> _PROBLEM DESCRIPTION_
Search the material for "this" and show all lines that contain it.

> _MATERIAL PROVIDED_

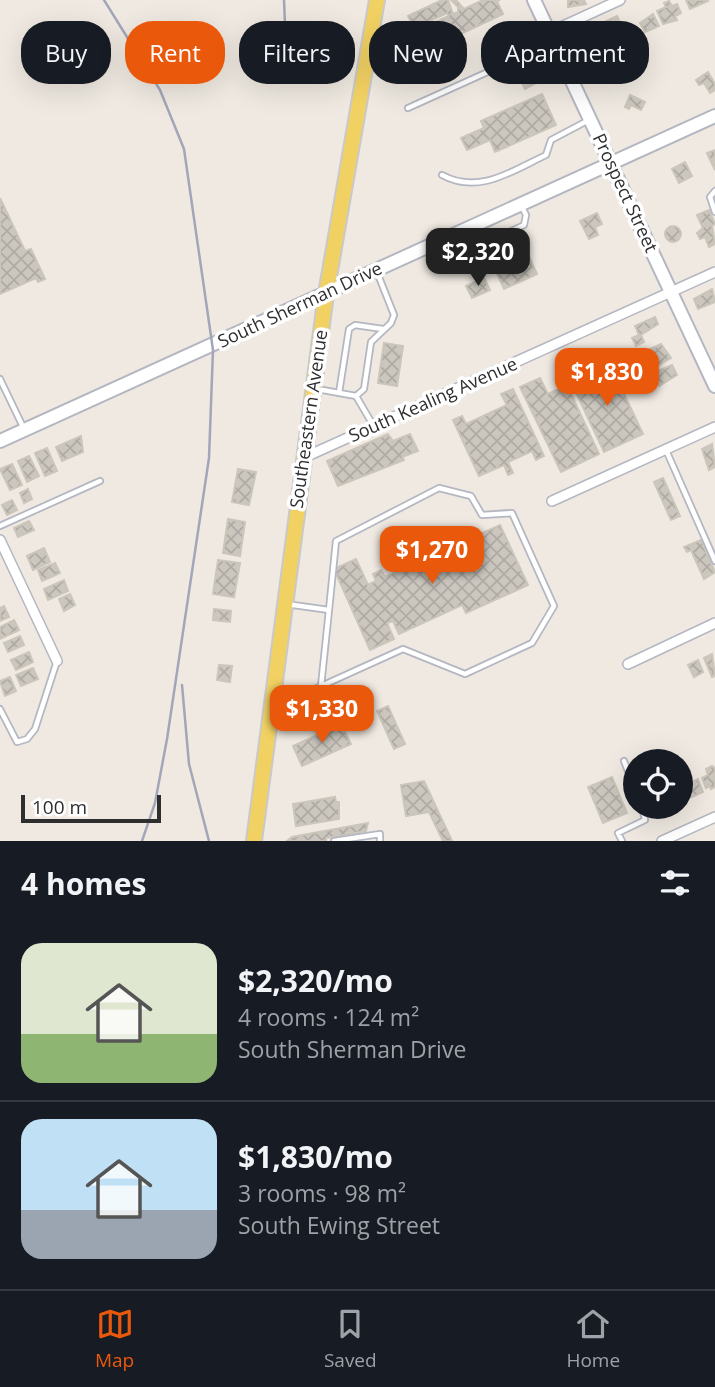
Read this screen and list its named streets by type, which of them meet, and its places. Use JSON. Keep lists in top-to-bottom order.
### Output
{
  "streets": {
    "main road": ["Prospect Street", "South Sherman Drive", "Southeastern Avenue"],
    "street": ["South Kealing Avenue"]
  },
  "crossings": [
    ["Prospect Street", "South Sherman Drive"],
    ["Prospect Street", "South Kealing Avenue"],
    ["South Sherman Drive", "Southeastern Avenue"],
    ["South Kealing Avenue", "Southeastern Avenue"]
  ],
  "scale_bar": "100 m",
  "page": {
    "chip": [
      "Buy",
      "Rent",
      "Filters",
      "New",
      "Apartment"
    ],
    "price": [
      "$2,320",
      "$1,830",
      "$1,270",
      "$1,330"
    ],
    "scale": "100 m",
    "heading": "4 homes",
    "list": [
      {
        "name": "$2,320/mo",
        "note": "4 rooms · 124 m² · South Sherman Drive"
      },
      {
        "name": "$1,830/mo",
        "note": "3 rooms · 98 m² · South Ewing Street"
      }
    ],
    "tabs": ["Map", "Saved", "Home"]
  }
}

...

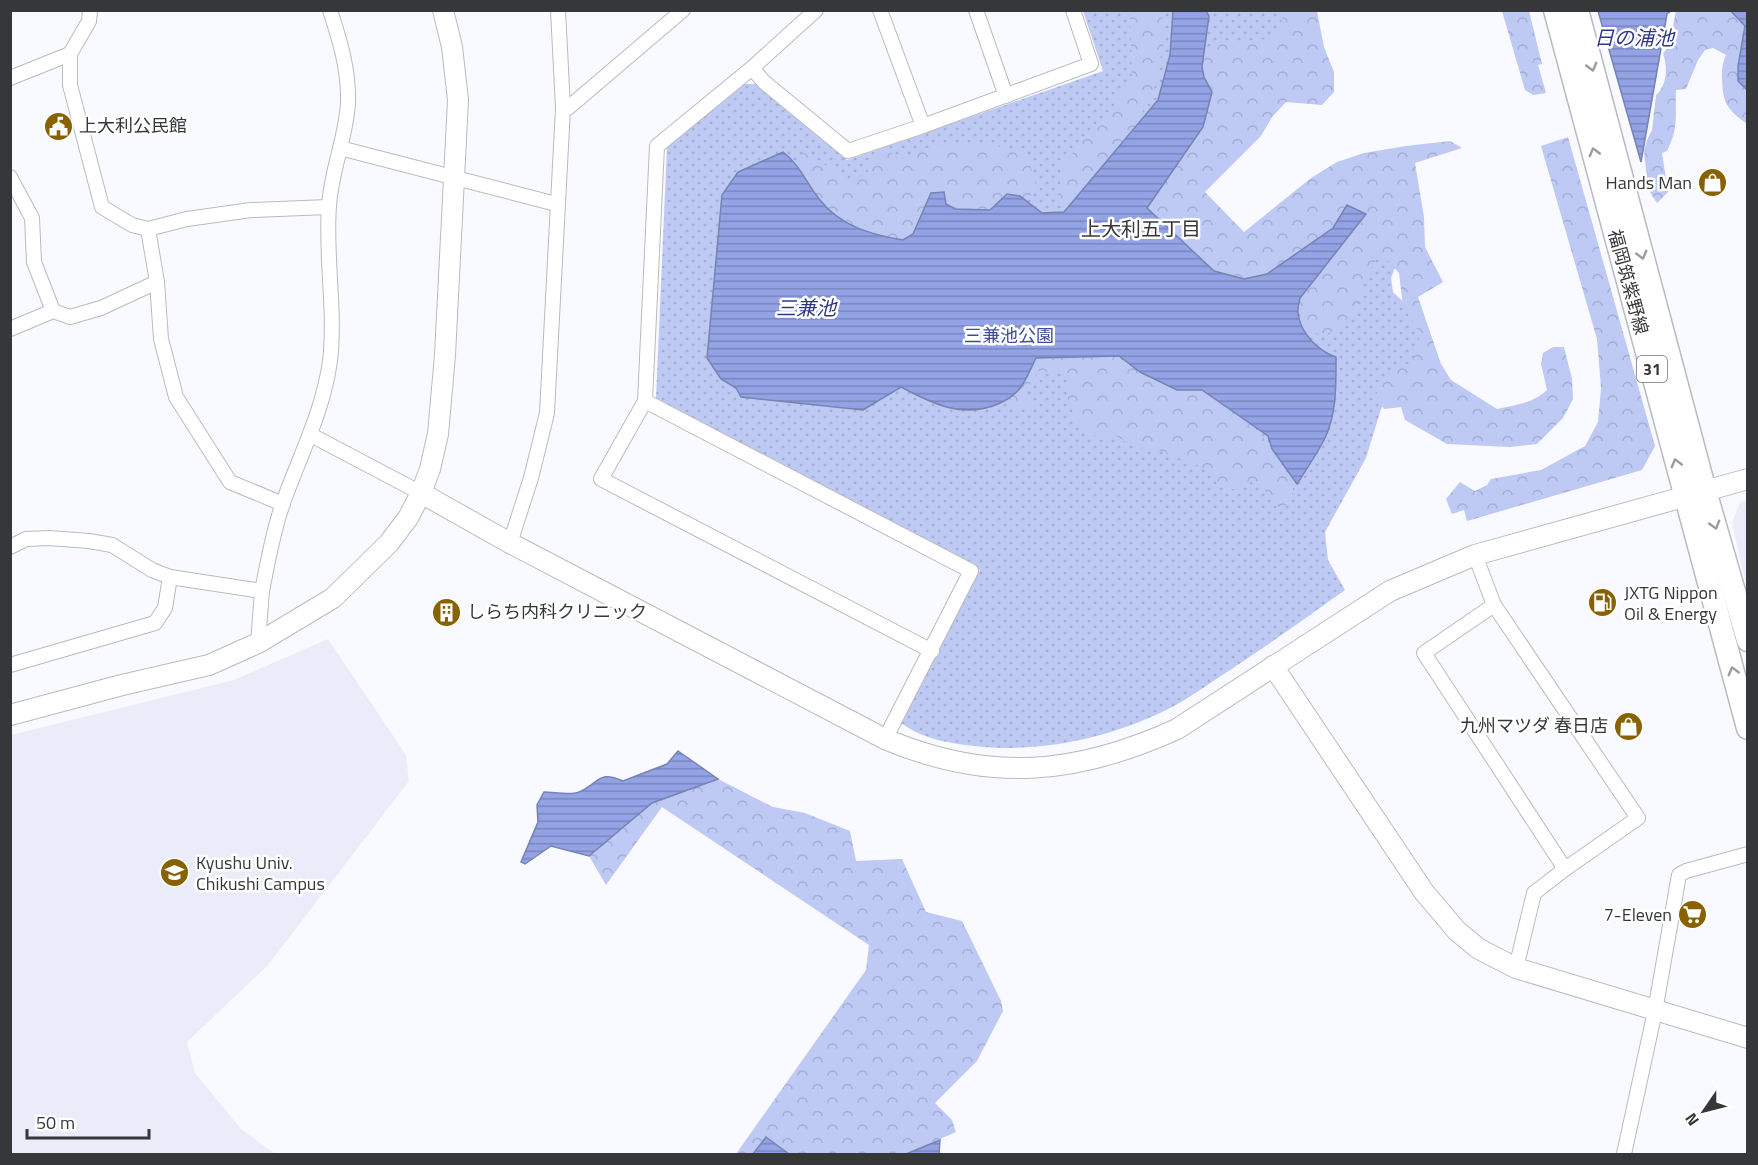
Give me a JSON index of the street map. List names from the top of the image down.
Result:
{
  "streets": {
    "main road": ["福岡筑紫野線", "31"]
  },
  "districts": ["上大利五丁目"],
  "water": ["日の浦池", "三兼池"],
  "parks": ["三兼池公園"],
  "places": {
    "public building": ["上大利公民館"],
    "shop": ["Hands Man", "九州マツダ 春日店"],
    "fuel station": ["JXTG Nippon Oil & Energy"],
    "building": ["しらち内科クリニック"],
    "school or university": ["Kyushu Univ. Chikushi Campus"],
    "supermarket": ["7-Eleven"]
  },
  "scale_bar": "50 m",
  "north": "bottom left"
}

* * *

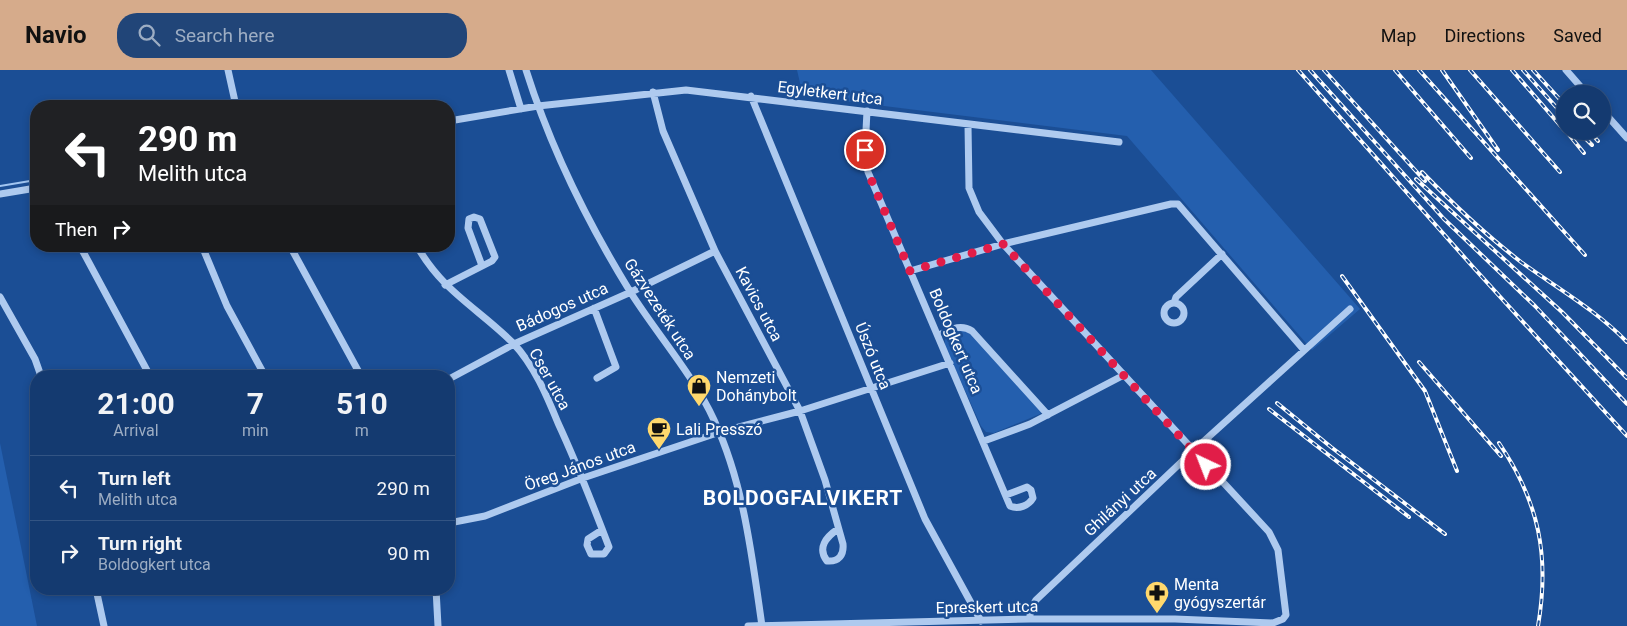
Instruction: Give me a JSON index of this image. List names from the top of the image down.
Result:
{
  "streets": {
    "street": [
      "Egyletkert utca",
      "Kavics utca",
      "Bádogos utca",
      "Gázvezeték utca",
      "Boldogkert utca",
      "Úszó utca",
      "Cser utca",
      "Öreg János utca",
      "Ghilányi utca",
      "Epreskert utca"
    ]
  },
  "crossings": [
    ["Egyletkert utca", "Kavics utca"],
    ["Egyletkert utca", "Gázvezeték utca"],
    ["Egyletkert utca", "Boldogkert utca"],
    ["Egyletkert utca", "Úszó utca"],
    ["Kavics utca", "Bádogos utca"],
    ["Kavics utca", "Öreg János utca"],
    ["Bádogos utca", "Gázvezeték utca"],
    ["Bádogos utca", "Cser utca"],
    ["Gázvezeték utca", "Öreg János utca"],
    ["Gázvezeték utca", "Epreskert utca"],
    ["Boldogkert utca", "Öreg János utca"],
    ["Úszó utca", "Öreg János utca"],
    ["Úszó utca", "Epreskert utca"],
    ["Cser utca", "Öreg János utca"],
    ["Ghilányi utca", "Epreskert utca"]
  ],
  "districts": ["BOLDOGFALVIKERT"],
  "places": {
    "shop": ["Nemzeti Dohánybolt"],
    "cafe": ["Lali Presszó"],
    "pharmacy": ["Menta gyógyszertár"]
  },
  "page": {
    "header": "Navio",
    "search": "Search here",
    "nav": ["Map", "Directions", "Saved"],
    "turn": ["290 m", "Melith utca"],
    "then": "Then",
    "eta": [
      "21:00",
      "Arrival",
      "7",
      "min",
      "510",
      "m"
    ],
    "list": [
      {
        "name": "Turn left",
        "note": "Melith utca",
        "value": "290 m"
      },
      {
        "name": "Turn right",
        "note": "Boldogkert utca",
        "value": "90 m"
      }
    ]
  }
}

> _YOUR SOLUTION_
Read this screen and list its named streets by type, which of them meet, and its places. Use JSON. Keep lists in top-to-bottom order.
Instruction: Give me a JSON index of this image. List names from the top of the image down.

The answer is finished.